In August of 2013, the global markets experienced the perils of an ongoing sea change in finance: Goldman Sachs encountered a serious options trading malfunction due to a programming error; Everbright Securities, a leading Chinese securities broker, suffered a nearly $4 billion trading error due to a software glitch; and the NASDAQ stock exchange suspended trading for three hours on a regular trading day due to technical difficulties.
In a recently published article, The New Investor, I examine the ongoing sea change in finance. Machines appear to be on the rise and humans on the decline. Human endeavors have become unmanned endeavors. Human thought and human deliberation have been replaced by computerized analysis and mathematical models. Technological advances have made finance faster, larger, more global, more interconnected, and less human. Modern finance is becoming an industry in which the main players are no longer entirely human. Instead, the key players are now cyborgs: part machine, part human. Modern finance is transforming into cyborg finance.
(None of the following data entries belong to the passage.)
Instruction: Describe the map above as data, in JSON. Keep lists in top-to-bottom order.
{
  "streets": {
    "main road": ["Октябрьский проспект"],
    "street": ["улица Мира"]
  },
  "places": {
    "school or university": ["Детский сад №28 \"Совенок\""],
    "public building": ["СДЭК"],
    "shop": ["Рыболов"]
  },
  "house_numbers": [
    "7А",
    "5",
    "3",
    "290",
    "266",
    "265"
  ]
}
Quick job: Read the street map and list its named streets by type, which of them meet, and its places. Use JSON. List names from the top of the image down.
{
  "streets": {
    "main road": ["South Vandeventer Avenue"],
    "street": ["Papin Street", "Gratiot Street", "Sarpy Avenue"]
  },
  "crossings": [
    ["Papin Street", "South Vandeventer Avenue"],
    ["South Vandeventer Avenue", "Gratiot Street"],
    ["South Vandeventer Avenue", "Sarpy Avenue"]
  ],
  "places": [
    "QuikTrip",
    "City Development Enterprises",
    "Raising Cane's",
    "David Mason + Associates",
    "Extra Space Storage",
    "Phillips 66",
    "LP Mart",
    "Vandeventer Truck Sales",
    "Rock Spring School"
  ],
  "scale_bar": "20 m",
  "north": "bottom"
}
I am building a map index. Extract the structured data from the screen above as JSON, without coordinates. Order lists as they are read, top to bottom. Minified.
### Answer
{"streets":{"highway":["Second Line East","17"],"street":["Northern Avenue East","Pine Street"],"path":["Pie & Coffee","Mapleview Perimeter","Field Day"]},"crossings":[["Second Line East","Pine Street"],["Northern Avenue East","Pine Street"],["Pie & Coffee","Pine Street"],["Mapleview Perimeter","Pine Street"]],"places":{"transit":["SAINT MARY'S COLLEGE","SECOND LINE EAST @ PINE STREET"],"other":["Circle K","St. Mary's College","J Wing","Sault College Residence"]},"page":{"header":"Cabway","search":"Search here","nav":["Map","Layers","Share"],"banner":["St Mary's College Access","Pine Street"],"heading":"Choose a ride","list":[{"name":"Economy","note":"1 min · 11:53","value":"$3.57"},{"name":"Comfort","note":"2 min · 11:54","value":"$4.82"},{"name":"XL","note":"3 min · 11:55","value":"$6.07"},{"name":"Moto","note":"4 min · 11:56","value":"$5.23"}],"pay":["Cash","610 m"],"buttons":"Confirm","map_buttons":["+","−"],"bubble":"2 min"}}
The article offers an early, descriptive, and normative examinations of this sea change and its wide-ranging effects on law, society, and finance. I begin by placing the rise of artificial intelligence and computerization in finance within a larger social context. Next, I explore the evolution and birth of a new investor paradigm in law precipitated by that rise. I then identify and address regulatory dangers, challenges, and consequences tied to the increasing reliance on artificial intelligence and computers. Specifically, I warn of emerging financial threats in cyberspace, examine new systemic risks linked to speed and connectivity, study law’s capacity to govern this evolving financial landscape, and explore the growing resource asymmetries in finance. Finally, drawing on themes from the legal discourse about the choice between rules and standards, I close with a defense of humans in an uncertain financial world in which machines continue to rise, and it asserts that smarter humans working with smart machines possess the key to better returns and better futures.